Task details:
Show every line of the material that follows in which the word "JSON" occurs.
(Provided records Opens)
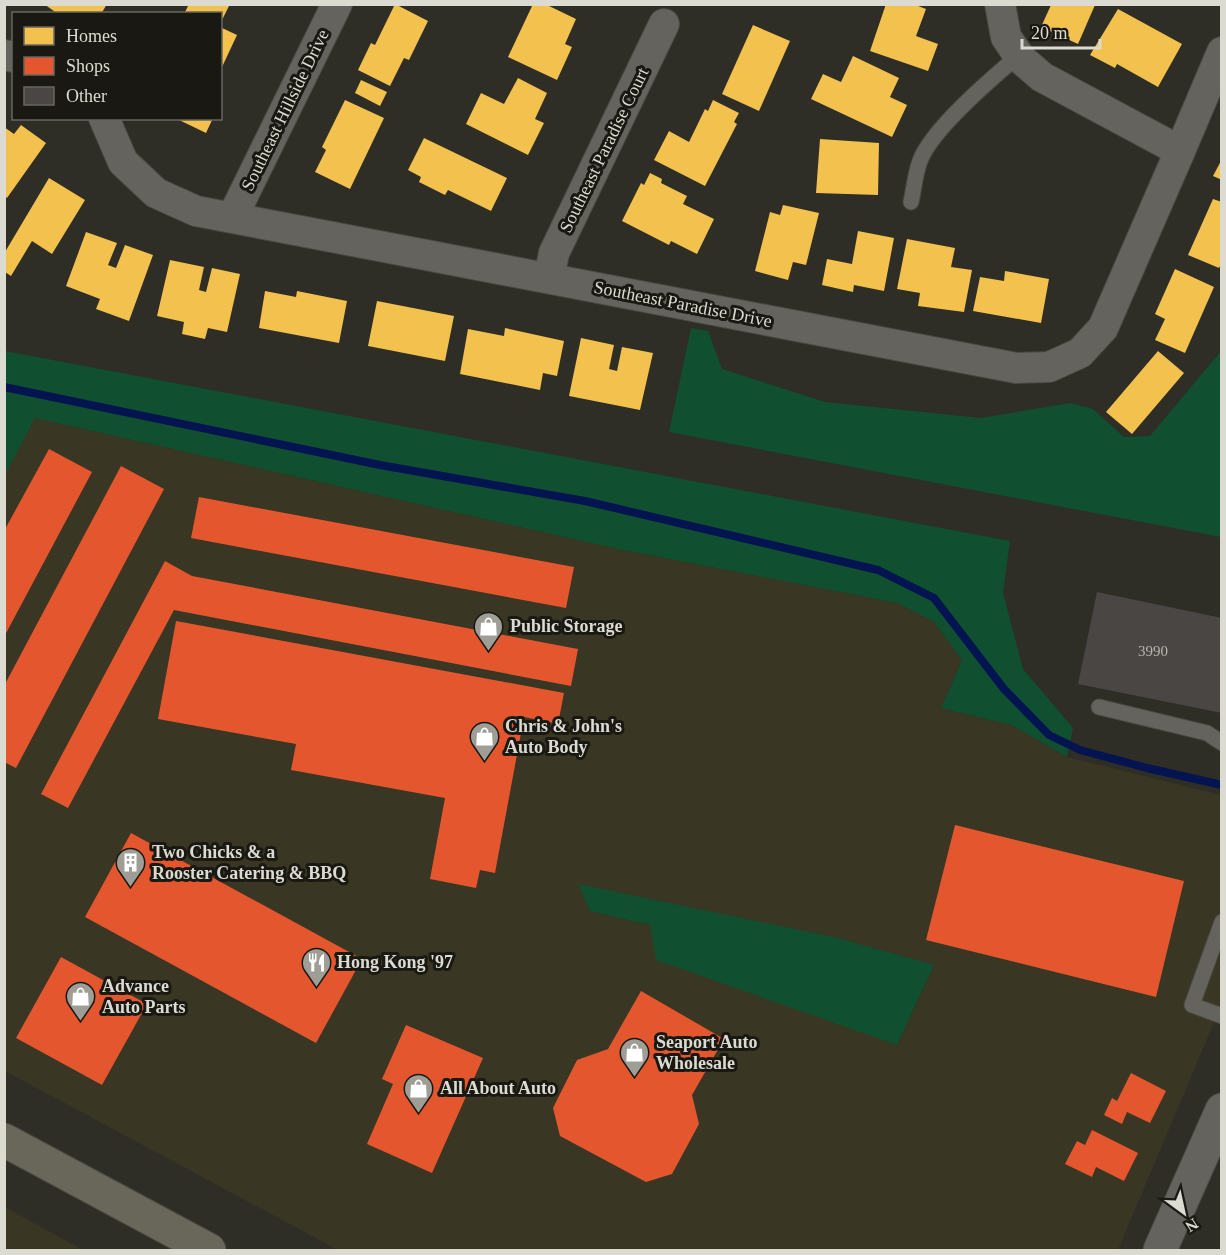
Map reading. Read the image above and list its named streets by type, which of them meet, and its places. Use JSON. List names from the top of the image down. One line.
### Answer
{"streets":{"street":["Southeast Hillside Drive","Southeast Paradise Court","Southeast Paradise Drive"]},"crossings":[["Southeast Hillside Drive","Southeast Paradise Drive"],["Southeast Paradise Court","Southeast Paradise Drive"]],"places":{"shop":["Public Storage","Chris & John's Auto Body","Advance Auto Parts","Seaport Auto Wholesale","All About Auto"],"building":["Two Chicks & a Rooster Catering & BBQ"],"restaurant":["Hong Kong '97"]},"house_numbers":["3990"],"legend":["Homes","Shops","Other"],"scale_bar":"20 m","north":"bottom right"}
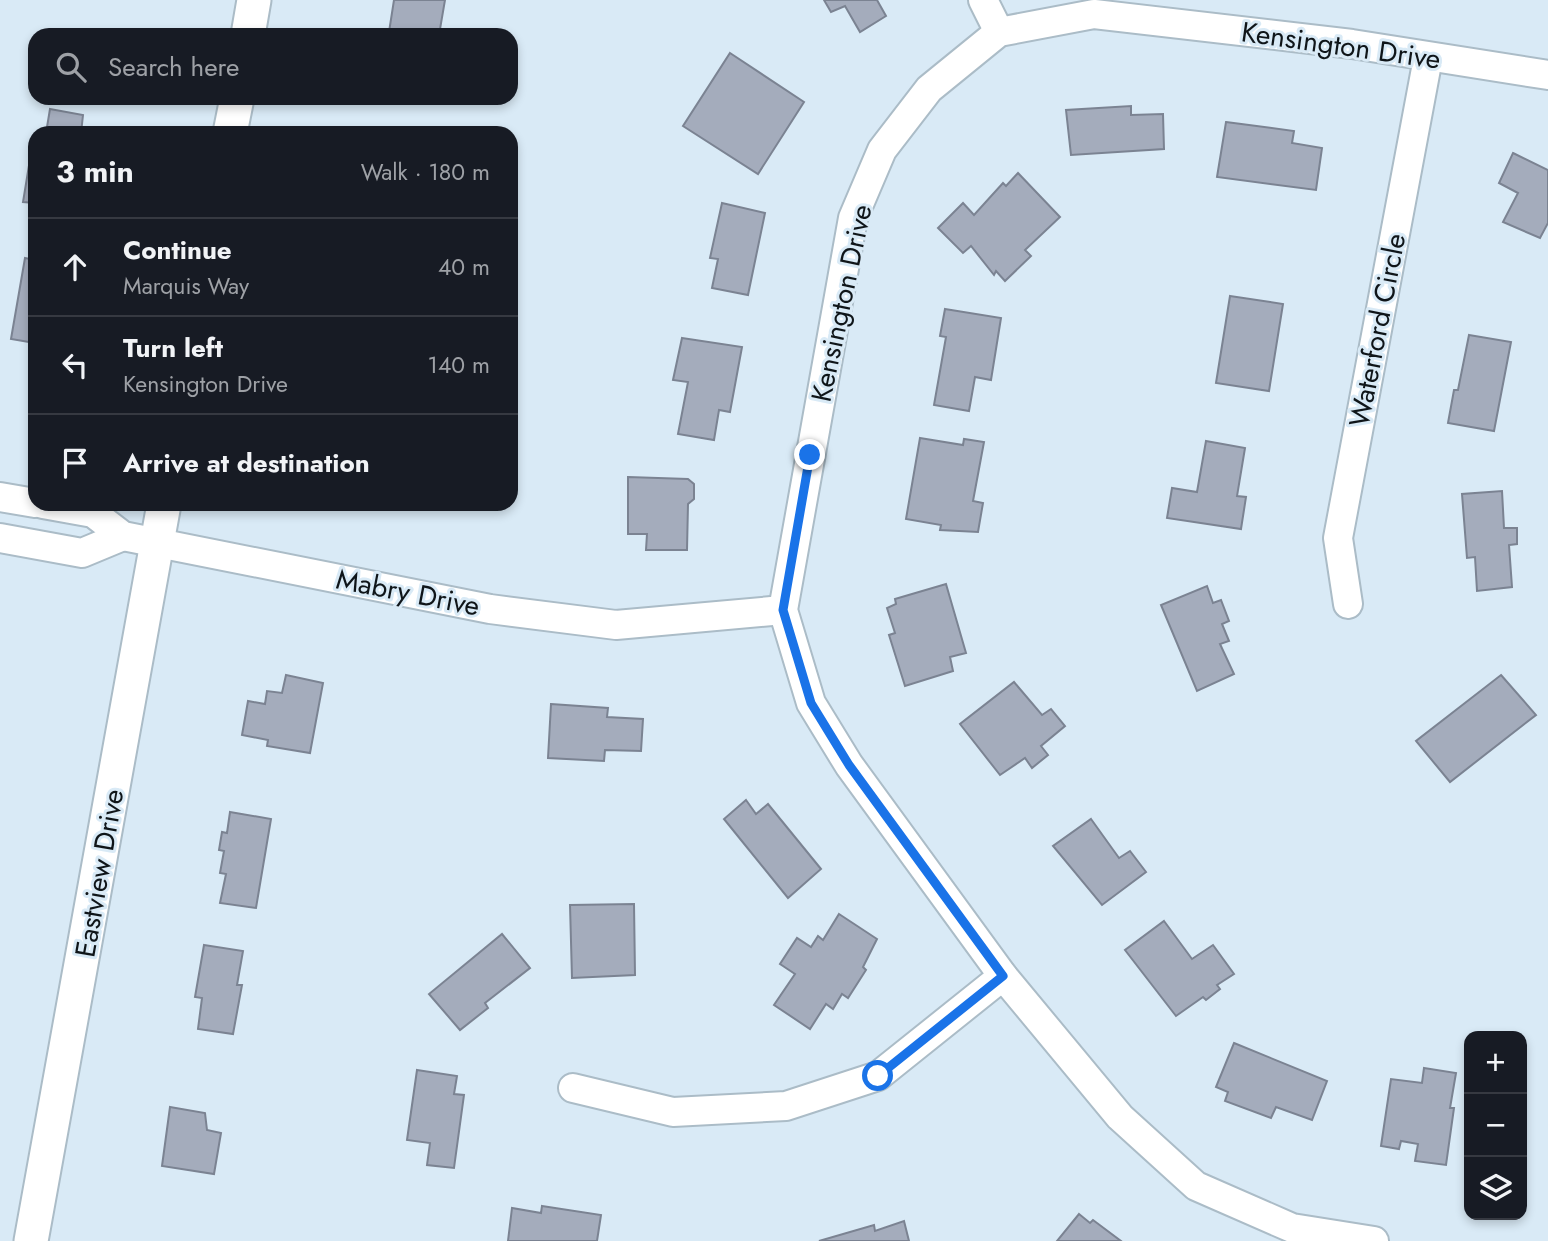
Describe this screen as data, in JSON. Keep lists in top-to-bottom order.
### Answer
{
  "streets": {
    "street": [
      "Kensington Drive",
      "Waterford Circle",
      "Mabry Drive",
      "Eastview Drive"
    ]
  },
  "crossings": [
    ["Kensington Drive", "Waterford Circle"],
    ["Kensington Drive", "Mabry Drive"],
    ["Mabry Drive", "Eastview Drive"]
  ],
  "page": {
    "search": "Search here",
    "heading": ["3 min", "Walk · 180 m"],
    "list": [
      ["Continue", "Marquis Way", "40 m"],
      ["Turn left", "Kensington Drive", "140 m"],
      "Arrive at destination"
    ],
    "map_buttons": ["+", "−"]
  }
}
(Provided records Closes)
Response below:
Map reading. Read the image above and list its named streets by type, which of them meet, and its places. Use JSON. List names from the top of the image down. One line.
Describe this screen as data, in JSON. Keep lists in top-to-bottom order.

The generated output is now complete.